I have been searching a little around the web including this site and people seem to recommend using rle() in this case. So my approach to solve the problem is as follows:
olap_diff_rle = rle(diff(olap));
max_diff_run = max(olap_diff_rle$lengths[olap_diff_rle$values==1]);
idx = cumsum(olap_diff_rle$lengths)[olap_diff_rle$lengths==max_diff_run] + 1;
max_olap_end_year = olap[idx];
max_olap_start_year = olap_end_year - max_diff_run;
max_olap = max_diff_run + 1;
But this appears horribly non-elegant. There must be a less complicated way of doing this!? I only want to use base R though, so no package.
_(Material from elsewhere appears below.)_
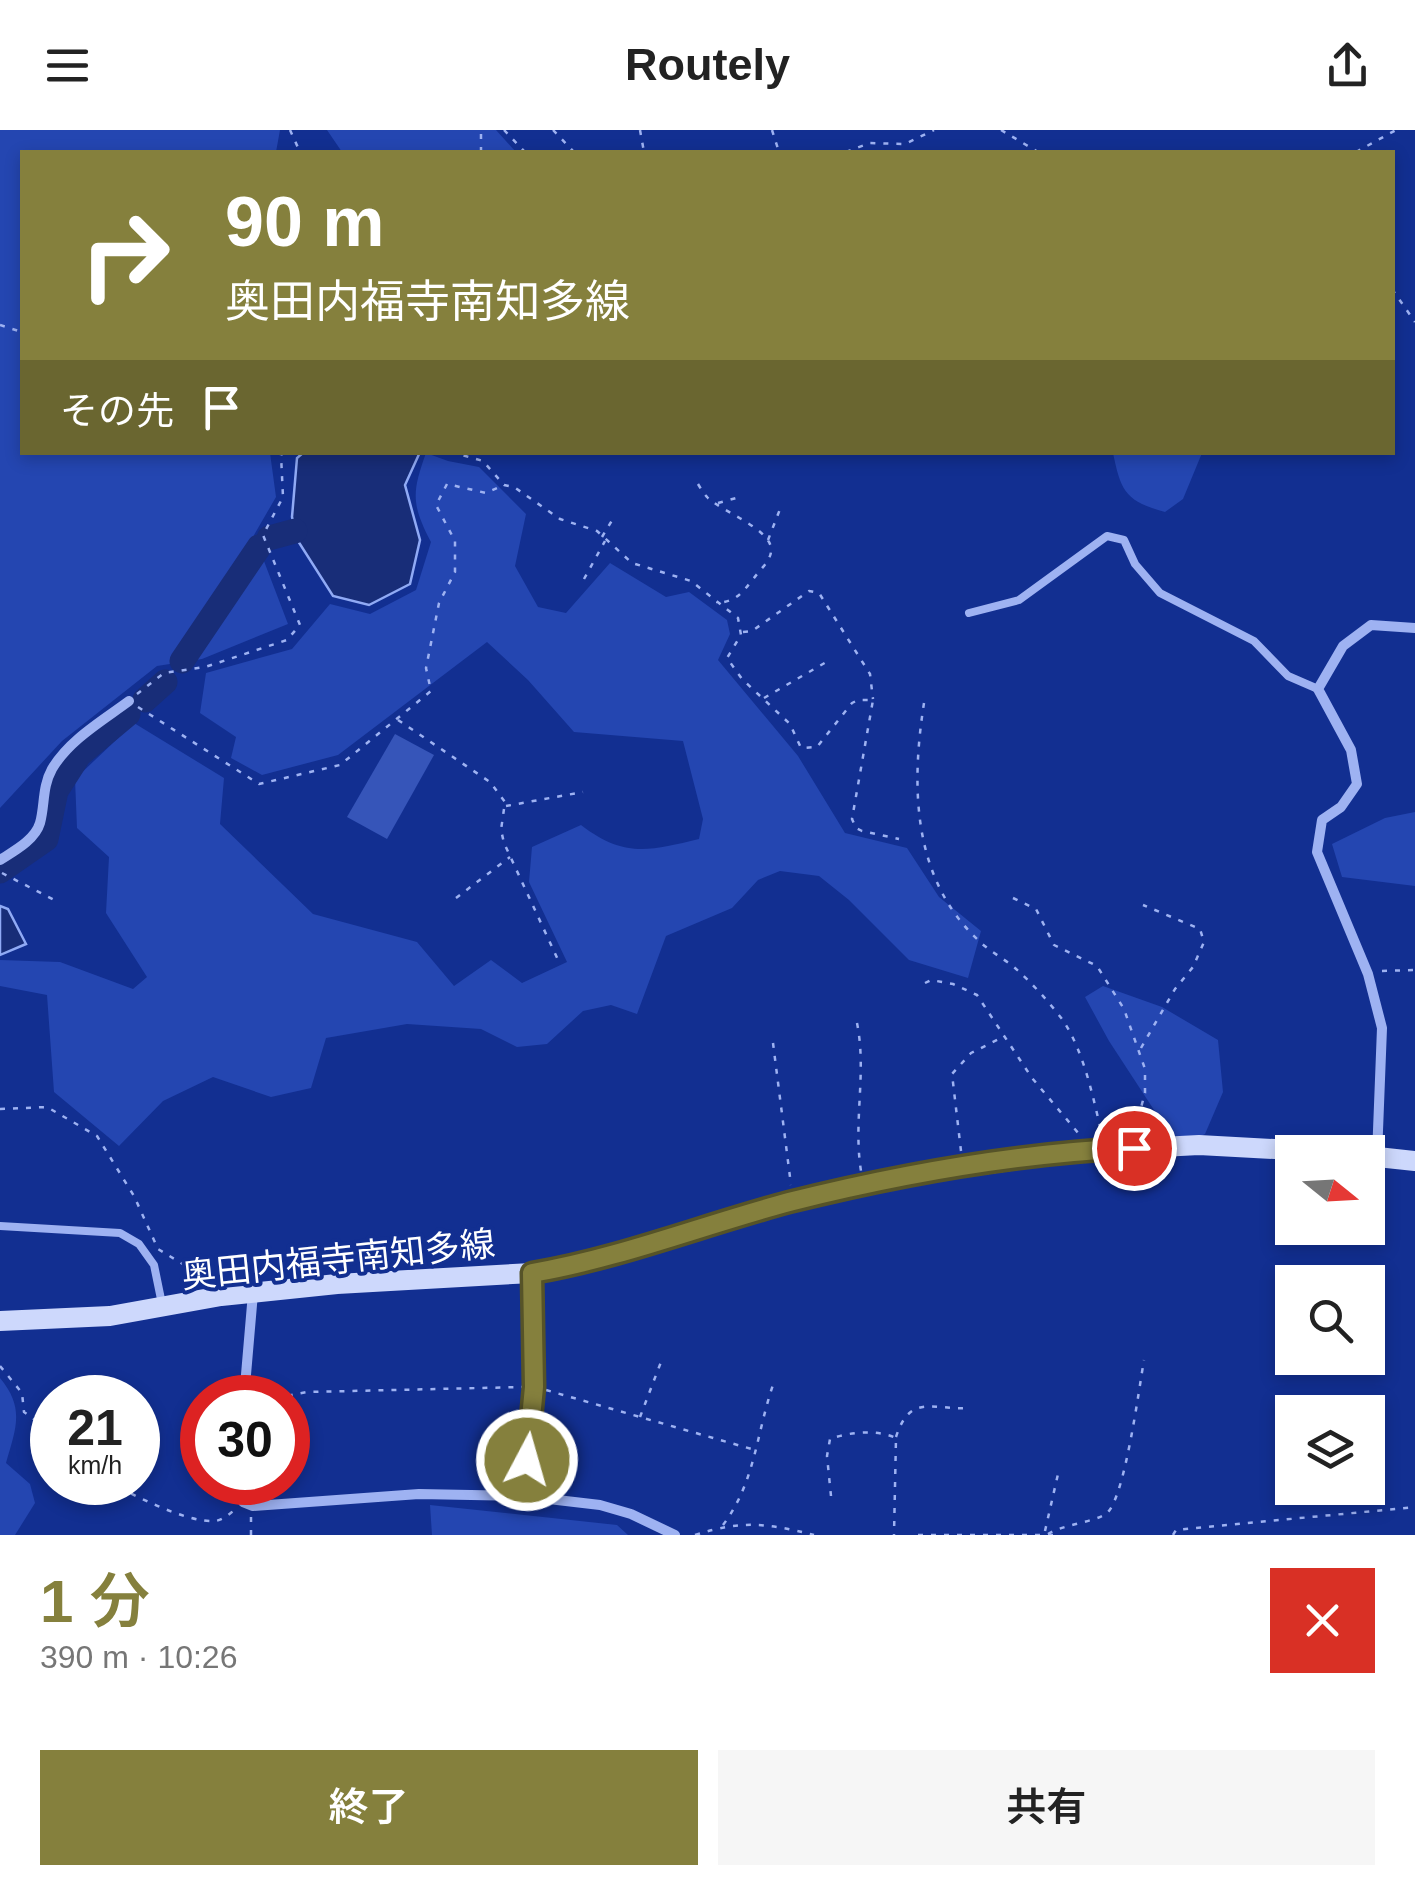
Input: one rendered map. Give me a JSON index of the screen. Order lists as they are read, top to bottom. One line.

I have read that one might also use something like which(diff()!= 1) to identify the breaks and continue from there?
218
I like the approach with diff and rle but would do it like this
with(rle(diff(olap)), {
dur <- max(lengths[values==1])
end <- sum(lengths[1:which(values==1 & lengths==dur)])+1
list(duration=dur+1, start=olap[end-dur], end=olap[end])
})
# $duration
# [1] 10
#
# $start
# [1] 1997
#
# $end
# [1] 2006
dplyr Here's another way:
library(dplyr) # overwrites/improves the lag function
jumps = which(olap-lag(olap)>1)
starts = c(1,jumps)
ends = c(jumps-1,length(olap))
maxrun = which.max(ends-starts)
olap[c(starts[maxrun],ends[maxrun])]
# [1] 1997 2006
For the duration of the run, you can use (ends-starts+1)[maxrun]. The data.table function shift is another option instead of dplyr's lag.
no packages Here's a simple lag function you can write in lieu of loading a package:
lag <- function(x) c(NA,head(x,-1))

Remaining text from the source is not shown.